[Information supplied]
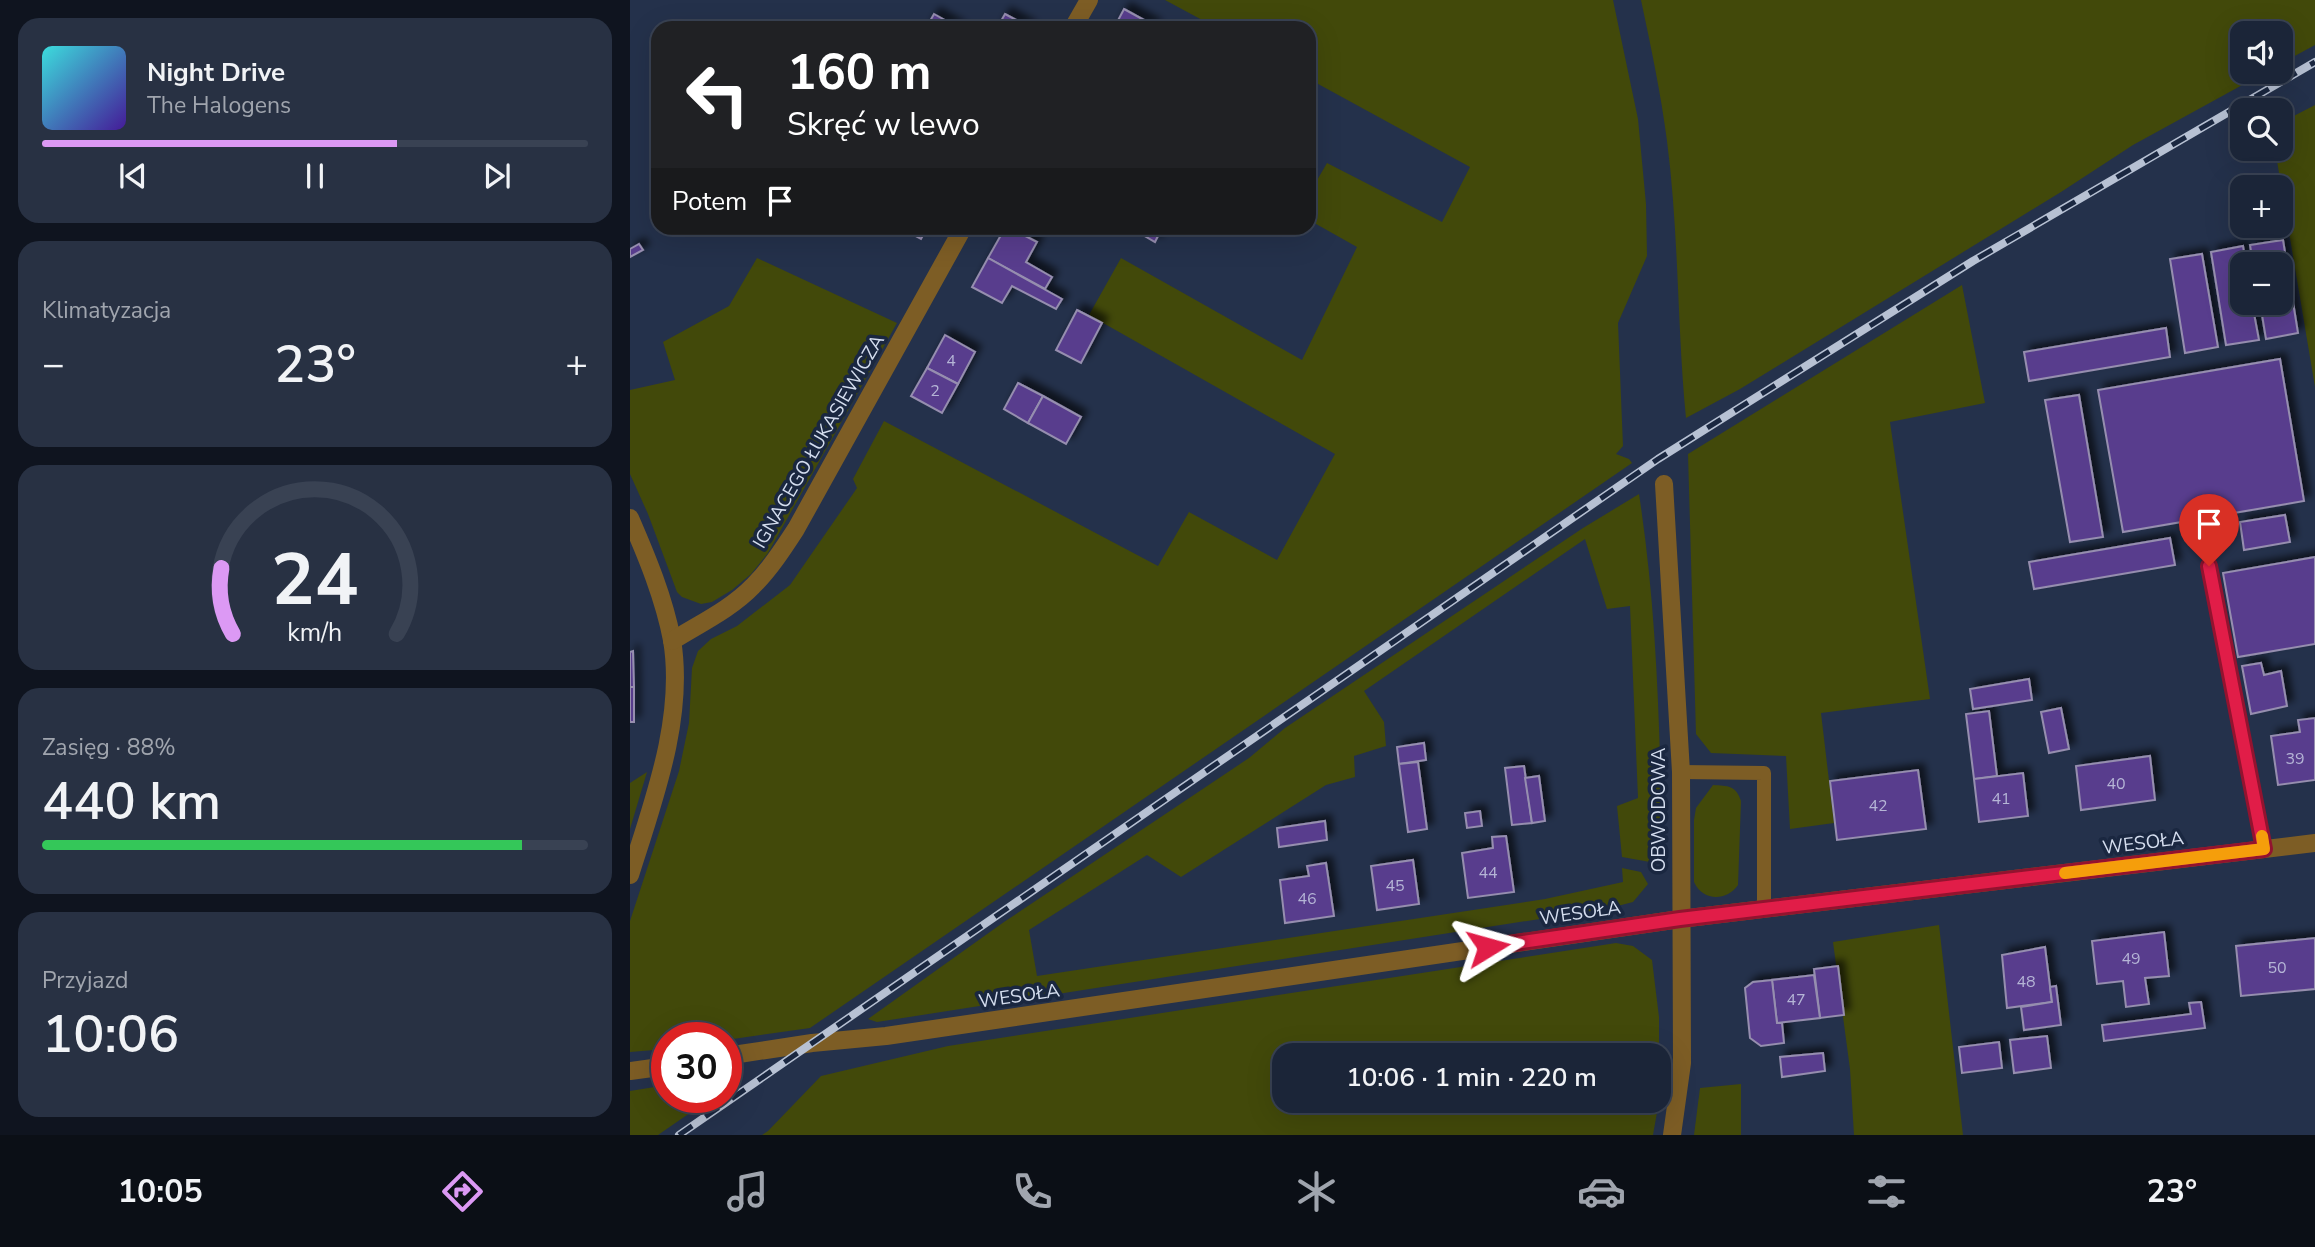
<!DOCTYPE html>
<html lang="pl">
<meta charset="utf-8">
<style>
body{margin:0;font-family:"Nunito Sans",sans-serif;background:#283143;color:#f1f3f6;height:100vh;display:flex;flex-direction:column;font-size:26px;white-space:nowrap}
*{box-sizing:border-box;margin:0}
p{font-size:23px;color:#a0a5ae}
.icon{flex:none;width:38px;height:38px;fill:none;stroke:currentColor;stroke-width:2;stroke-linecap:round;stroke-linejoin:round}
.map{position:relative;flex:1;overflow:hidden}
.side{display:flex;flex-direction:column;gap:18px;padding:18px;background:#0f141f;width:630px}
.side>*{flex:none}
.top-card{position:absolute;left:21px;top:21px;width:665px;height:214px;border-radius:21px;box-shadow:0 7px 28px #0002,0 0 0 2px #394253;background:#202124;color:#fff;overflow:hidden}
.tools{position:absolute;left:1600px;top:21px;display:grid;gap:14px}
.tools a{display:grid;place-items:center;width:63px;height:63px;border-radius:14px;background:#1b2538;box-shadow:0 7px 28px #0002,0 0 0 2px #394253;font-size:35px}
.speed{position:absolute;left:21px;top:1022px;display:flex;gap:14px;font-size:35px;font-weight:700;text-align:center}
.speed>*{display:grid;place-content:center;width:91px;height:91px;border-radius:50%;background:#1b2538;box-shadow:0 7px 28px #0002,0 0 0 2px #394253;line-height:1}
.speed .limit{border:10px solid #d22;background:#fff;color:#111}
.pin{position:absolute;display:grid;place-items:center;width:60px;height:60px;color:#fff;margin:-72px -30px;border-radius:50% 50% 50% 0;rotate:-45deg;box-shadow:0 0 7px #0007}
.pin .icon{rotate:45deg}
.me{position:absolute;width:77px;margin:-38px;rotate:82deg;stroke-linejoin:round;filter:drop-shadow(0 0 5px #0008)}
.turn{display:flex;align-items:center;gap:24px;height:147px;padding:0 21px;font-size:32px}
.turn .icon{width:91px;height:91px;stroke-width:2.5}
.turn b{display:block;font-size:49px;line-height:60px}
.then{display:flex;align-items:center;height:66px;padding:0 21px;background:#0003;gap:14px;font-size:26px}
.big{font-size:52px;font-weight:600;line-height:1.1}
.side .card{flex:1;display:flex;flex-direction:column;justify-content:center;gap:10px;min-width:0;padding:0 24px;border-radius:21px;background:#283143}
.side .dial{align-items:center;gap:0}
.dial svg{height:182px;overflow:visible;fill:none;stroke:#394253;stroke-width:7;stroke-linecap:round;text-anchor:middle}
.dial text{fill:#f1f3f6;stroke:none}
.song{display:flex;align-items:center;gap:21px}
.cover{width:84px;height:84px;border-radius:10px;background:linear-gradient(135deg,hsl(180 70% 55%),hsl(260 70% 35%))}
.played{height:7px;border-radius:4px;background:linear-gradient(90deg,#dc99f4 65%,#394253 65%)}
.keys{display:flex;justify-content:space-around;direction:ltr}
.heat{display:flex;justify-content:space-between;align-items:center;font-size:38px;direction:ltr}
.charge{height:10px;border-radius:5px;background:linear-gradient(90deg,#34c759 88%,#394253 0)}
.trip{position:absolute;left:642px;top:1043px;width:399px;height:70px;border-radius:21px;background:#1b2538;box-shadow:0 7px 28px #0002,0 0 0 2px #394253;font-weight:600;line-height:70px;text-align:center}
.dock{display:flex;height:112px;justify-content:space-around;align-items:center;background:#0b0f16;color:#a0a5ae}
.dock .icon{width:49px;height:49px}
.dock .selected{color:#dc99f4}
.dock b{font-size:32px;color:#f1f3f6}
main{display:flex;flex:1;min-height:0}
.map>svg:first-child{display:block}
</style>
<main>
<section class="side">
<div class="card">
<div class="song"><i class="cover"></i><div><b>Night Drive</b><p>The Halogens</p></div></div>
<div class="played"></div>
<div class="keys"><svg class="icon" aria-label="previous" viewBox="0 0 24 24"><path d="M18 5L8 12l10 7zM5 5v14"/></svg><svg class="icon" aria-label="pause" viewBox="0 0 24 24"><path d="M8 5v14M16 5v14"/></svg><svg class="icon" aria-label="next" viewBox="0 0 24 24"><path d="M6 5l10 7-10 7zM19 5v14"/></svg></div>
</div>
<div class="card"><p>Klimatyzacja</p>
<div class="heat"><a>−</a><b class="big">23°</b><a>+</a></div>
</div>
<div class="card dial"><svg viewBox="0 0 100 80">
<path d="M14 69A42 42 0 1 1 86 69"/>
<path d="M14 69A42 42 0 0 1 9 40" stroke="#dc99f4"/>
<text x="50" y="56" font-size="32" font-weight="700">24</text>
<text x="50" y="72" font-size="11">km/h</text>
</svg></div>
<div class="card"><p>Zasięg · 88%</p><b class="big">440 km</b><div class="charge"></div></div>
<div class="card"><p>Przyjazd</p><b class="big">10:06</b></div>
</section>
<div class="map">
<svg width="1685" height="1135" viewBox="0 0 1685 1135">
<defs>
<filter id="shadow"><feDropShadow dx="6" dy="-6" stdDeviation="3.5" flood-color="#0009"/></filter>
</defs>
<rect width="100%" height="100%" fill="#24314b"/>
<g fill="#42490a">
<polygon points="535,0 983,0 1008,119 1016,204 1017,256 988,323 993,446 986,454 999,459 1002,463 180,1028 96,1040 96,1038 37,1038 37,1049 0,1052 0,921 49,771 59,723 62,668 68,651 81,639 107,626 160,585 227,488 223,479 254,421 528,566 559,512 647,560 705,454 459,315 491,258 672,360 727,247 679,220 679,194 697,163 812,222 840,167 679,79 679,28 587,28"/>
<path d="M1011,0H1685V45L1650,64V33H1612V72H1636L1503,145L1431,192L1110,389L1056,418C1047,326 1049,233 1037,141C1031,94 1021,47 1011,0Z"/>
<polygon points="1685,105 1685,387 1645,149 1650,149 1650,123"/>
<polygon points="127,258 267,323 138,553 121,574 102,590 82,602 71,604 52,597 47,592 18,514 0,474 0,390 45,380 33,342 99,306"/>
<polygon points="1332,285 1355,403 1260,422 1300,699 1191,713 1204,823 1160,829 1156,756 1081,753 1066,734 1058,454"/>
<path d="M1009,494C1027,610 1030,730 1032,848L1028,857L1020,862L992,857L987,806L1008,798L1000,606L977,609L955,539L734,691L754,722L756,746L724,756L725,777L696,785L551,877L517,855L399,930L407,976L915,899L993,882L992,868L1011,872L1018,884L1003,902L980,908L247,1022L238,1019L374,922L619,758L655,728L953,528Z"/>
<polygon points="17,772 0,829 0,783"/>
<path d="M1083,785C1098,786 1106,785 1111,801L1108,885C1097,901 1073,902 1064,882V820L1066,808Z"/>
<polygon points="1309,925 1333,1135 1224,1135 1220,1069 1203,942"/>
<polygon points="986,943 1003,946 1022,960 1029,1017 1029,1055 654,1055 654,1101 1029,1101 1023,1135 132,1135 138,1131 191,1076 318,1046"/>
<polygon points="1111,1084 1111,1135 1064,1135 1070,1088"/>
<polygon points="37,1085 37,1097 83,1097 28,1135 0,1135 0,1091"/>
</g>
<g fill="#583e8d" stroke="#968eaf" stroke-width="2" filter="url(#shadow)">
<polygon points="494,9 525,26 524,28 484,28"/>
<polygon points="304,14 329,28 296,28"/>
<polygon points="375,14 401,28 367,28"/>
<polygon points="271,228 297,228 291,239"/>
<polygon points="375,228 380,228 407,242 396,262 422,277 415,289 358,258"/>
<polygon points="501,228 532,228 525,242"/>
<polygon points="1653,240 1668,333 1636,339 1630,303 1650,303 1650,264 1623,264 1620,245"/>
<polygon points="9,244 13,250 0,257 0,249"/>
<polygon points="1613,246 1616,264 1612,264 1612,303 1622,303 1629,340 1596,345 1581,252"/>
<polygon points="1572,254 1588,347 1555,353 1540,259"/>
<polygon points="358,258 432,299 426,309 382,286 372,303 342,287"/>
<polygon points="447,310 472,323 451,363 426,350"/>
<polygon points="1536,328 1540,357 1399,381 1394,352"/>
<polygon points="315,335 345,352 328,384 297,368"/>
<polygon points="1650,359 1674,501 1493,532 1468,390"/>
<polygon points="297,368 328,384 312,413 281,396"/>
<polygon points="388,383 413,396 398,423 374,409"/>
<polygon points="1449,395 1473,537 1440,542 1415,400"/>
<polygon points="413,396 451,417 436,444 398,423"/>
<polygon points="1655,515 1660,542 1614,550 1610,522"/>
<polygon points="1540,538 1545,565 1404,589 1399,562"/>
<polygon points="1685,557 1685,644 1608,657 1593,573"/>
<polygon points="3,651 4,687 0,687 0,652"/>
<polygon points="1631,663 1634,675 1651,671 1657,706 1621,714 1612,666"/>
<polygon points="1399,679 1402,700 1343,709 1340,689"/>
<rect x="0" y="687" width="4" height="35"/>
<polygon points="1431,708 1439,749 1419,753 1411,712"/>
<polygon points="1359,711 1367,776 1344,779 1336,714"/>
<polygon points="1685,718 1685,780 1648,785 1641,736 1670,732 1668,720"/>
<polygon points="794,743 796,760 769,764 767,747"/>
<polygon points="1520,756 1525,800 1451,810 1446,766"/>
<polygon points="788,762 797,829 778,832 769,764"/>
<polygon points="894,766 902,823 882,825 875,768"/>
<polygon points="1288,770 1296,829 1207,840 1200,781"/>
<polygon points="1393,773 1398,816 1349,822 1344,779"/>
<polygon points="909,776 915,821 902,823 895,778"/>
<polygon points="850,811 852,826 837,828 835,813"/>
<polygon points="695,821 697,840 649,847 647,828"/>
<polygon points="876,836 884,892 838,898 832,853 863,848 862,837"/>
<polygon points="783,860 789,904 747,910 741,866"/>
<polygon points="696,863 704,916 655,923 650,880 679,876 677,866"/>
<polygon points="1534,932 1539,976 1515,978 1519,1004 1496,1007 1493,981 1467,984 1462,941"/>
<polygon points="1685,938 1685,989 1611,996 1606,946"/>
<polygon points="1415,947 1422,1002 1377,1008 1372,955"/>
<polygon points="1208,966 1214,1015 1190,1018 1184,969"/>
<polygon points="1184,975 1190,1018 1147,1023 1142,980"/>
<polygon points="1142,980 1147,1023 1152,1023 1154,1043 1131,1046 1120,1038 1115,988 1123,982"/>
<polygon points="1426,986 1431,1025 1394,1030 1391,1007 1422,1002 1420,987"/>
<polygon points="1571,1002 1575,1028 1474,1041 1472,1025 1561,1014 1559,1003"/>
<polygon points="1417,1036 1421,1068 1384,1073 1380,1040"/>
<polygon points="1369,1042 1372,1068 1332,1073 1329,1047"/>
<polygon points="1193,1053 1195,1071 1152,1077 1150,1057"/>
</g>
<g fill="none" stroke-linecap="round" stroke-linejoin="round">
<g stroke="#7d5d25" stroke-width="14">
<polyline points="1579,566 1634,849"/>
<polyline points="1051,772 1134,773 1134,909"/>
</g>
<g stroke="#7d5d25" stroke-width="18">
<polyline points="443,28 459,0"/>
<polyline points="1034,484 1051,772 1052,1063 1042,1135"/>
<path d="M0,518C17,557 34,598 42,640C55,718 23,802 0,875"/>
<path d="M42,641C69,624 101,609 123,586C140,569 153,549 166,529L333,228"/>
<polyline points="96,1056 182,1043 256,1036 1050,919 1685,843"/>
<polyline points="0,1071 37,1066"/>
</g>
<defs>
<polyline id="rail" points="49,1135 1028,459 1343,261 1685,62"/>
</defs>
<use href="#rail" stroke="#b7c1d3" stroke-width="8"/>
<use href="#rail" stroke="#1a2740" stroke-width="5" stroke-dasharray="16" stroke-linecap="butt"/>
</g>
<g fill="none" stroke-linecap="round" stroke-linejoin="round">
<defs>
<polyline id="route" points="858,947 1050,919 1634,849 1579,566"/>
</defs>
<use href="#route" stroke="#92132f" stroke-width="18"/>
<use href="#route" stroke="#e11d48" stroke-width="12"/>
<polyline stroke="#f59e0b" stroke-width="12" points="1435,873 1634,849 1632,836"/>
</g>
<g text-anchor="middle" stroke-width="7" stroke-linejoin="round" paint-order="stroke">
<g font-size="16" fill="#b5b5d6">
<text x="321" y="366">4</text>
<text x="305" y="396">2</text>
<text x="1665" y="764">39</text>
<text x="1486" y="789">40</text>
<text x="1371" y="804">41</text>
<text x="1248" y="811">42</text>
<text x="858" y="878">44</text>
<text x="765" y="891">45</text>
<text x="677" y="904">46</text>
<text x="1501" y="964">49</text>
<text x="1647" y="973">50</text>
<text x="1396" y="987">48</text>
<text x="1166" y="1005">47</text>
</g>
<g font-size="19" fill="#d4ddee" stroke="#1a2740">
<text transform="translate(188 441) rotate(-60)" y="7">IGNACEGO ŁUKASIEWICZA</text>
<text transform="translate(1028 810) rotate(-90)" y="7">OBWODOWA</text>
<text transform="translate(1513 842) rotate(-7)" y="7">WESOŁA</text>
<text transform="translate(950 912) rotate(-8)" y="7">WESOŁA</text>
<text transform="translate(389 995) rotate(-8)" y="7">WESOŁA</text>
</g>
</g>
</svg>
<div class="tools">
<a><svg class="icon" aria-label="sound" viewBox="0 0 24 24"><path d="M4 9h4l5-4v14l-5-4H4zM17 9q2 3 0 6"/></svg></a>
<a><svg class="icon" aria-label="search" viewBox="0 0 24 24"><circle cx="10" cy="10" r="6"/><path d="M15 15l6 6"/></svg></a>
<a>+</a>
<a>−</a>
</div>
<div class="speed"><div class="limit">30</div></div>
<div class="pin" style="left:1579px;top:566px;background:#d93025"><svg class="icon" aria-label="arrive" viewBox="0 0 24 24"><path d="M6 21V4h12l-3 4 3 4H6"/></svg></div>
<svg class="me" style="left:858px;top:947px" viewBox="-20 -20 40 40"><path d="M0-17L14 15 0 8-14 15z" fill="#e11d48" stroke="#fff" stroke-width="4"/></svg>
<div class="trip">10:06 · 1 min · 220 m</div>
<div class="top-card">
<div class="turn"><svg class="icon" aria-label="left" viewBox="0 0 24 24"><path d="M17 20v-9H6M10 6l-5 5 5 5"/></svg><div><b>160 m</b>Skręć w lewo</div></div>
<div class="then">Potem<svg class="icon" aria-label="arrive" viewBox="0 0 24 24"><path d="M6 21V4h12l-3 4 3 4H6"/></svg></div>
</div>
</div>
</main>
<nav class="dock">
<b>10:05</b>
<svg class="icon selected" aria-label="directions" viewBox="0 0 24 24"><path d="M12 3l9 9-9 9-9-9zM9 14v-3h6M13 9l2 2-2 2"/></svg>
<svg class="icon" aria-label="music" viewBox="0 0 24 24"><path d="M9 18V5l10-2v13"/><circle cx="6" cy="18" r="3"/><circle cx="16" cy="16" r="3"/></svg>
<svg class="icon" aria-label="phone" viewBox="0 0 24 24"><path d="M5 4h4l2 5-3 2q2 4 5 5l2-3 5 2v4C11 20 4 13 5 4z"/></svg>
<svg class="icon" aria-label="climate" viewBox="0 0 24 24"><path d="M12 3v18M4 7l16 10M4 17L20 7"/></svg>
<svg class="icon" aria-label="car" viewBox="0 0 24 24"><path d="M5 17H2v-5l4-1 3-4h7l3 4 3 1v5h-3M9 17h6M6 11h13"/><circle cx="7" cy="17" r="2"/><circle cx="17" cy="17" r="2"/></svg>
<svg class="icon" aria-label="filters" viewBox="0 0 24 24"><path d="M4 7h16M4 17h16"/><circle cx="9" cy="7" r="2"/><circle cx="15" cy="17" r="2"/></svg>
<b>23°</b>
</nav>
[/Information supplied]
» Problem statement: Would you copy every line from the listing above that has the string "cover" in it?

» Task answer:
.cover{width:84px;height:84px;border-radius:10px;background:linear-gradient(135deg,hsl(180 70% 55%),hsl(260 70% 35%))}
<div class="song"><i class="cover"></i><div><b>Night Drive</b><p>The Halogens</p></div></div>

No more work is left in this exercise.